------ Data extract ------
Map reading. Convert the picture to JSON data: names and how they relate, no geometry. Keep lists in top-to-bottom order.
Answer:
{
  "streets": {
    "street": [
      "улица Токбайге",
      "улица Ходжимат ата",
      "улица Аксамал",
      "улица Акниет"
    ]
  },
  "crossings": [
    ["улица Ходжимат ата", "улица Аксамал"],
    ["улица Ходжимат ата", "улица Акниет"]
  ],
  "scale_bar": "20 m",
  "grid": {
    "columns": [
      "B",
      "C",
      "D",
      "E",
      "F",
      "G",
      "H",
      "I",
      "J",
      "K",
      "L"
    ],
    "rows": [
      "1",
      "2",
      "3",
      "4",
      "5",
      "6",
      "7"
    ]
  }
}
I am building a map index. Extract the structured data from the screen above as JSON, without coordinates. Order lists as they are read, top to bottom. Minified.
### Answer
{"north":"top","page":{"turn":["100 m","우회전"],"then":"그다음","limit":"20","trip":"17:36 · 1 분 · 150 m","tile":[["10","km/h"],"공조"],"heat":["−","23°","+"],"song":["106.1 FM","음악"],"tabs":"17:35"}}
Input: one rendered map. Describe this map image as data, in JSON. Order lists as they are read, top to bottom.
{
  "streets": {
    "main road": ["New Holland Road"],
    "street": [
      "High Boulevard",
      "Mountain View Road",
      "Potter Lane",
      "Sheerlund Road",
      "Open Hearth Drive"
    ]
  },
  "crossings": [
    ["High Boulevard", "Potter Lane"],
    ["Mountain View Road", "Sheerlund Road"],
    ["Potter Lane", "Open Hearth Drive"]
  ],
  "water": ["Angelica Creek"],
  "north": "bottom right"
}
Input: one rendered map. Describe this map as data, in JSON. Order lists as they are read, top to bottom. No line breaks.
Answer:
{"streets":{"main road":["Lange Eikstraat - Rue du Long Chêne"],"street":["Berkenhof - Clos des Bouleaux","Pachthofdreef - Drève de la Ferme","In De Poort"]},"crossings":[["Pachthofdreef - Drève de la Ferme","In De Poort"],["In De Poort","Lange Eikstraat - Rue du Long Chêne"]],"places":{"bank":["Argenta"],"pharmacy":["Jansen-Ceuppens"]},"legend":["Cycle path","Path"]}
------
[What is required]:
Reproduce the data exactly. All of it is needed.

[Answer box]:
Map reading. Convert the picture to JSON data: names and how they relate, no geometry. Keep lists in top-to-bottom order.
Answer:
{
  "streets": {
    "street": [
      "улица Токбайге",
      "улица Ходжимат ата",
      "улица Аксамал",
      "улица Акниет"
    ]
  },
  "crossings": [
    ["улица Ходжимат ата", "улица Аксамал"],
    ["улица Ходжимат ата", "улица Акниет"]
  ],
  "scale_bar": "20 m",
  "grid": {
    "columns": [
      "B",
      "C",
      "D",
      "E",
      "F",
      "G",
      "H",
      "I",
      "J",
      "K",
      "L"
    ],
    "rows": [
      "1",
      "2",
      "3",
      "4",
      "5",
      "6",
      "7"
    ]
  }
}
I am building a map index. Extract the structured data from the screen above as JSON, without coordinates. Order lists as they are read, top to bottom. Minified.
### Answer
{"north":"top","page":{"turn":["100 m","우회전"],"then":"그다음","limit":"20","trip":"17:36 · 1 분 · 150 m","tile":[["10","km/h"],"공조"],"heat":["−","23°","+"],"song":["106.1 FM","음악"],"tabs":"17:35"}}
Input: one rendered map. Describe this map image as data, in JSON. Order lists as they are read, top to bottom.
{
  "streets": {
    "main road": ["New Holland Road"],
    "street": [
      "High Boulevard",
      "Mountain View Road",
      "Potter Lane",
      "Sheerlund Road",
      "Open Hearth Drive"
    ]
  },
  "crossings": [
    ["High Boulevard", "Potter Lane"],
    ["Mountain View Road", "Sheerlund Road"],
    ["Potter Lane", "Open Hearth Drive"]
  ],
  "water": ["Angelica Creek"],
  "north": "bottom right"
}
Input: one rendered map. Describe this map as data, in JSON. Order lists as they are read, top to bottom. No line breaks.
Answer:
{"streets":{"main road":["Lange Eikstraat - Rue du Long Chêne"],"street":["Berkenhof - Clos des Bouleaux","Pachthofdreef - Drève de la Ferme","In De Poort"]},"crossings":[["Pachthofdreef - Drève de la Ferme","In De Poort"],["In De Poort","Lange Eikstraat - Rue du Long Chêne"]],"places":{"bank":["Argenta"],"pharmacy":["Jansen-Ceuppens"]},"legend":["Cycle path","Path"]}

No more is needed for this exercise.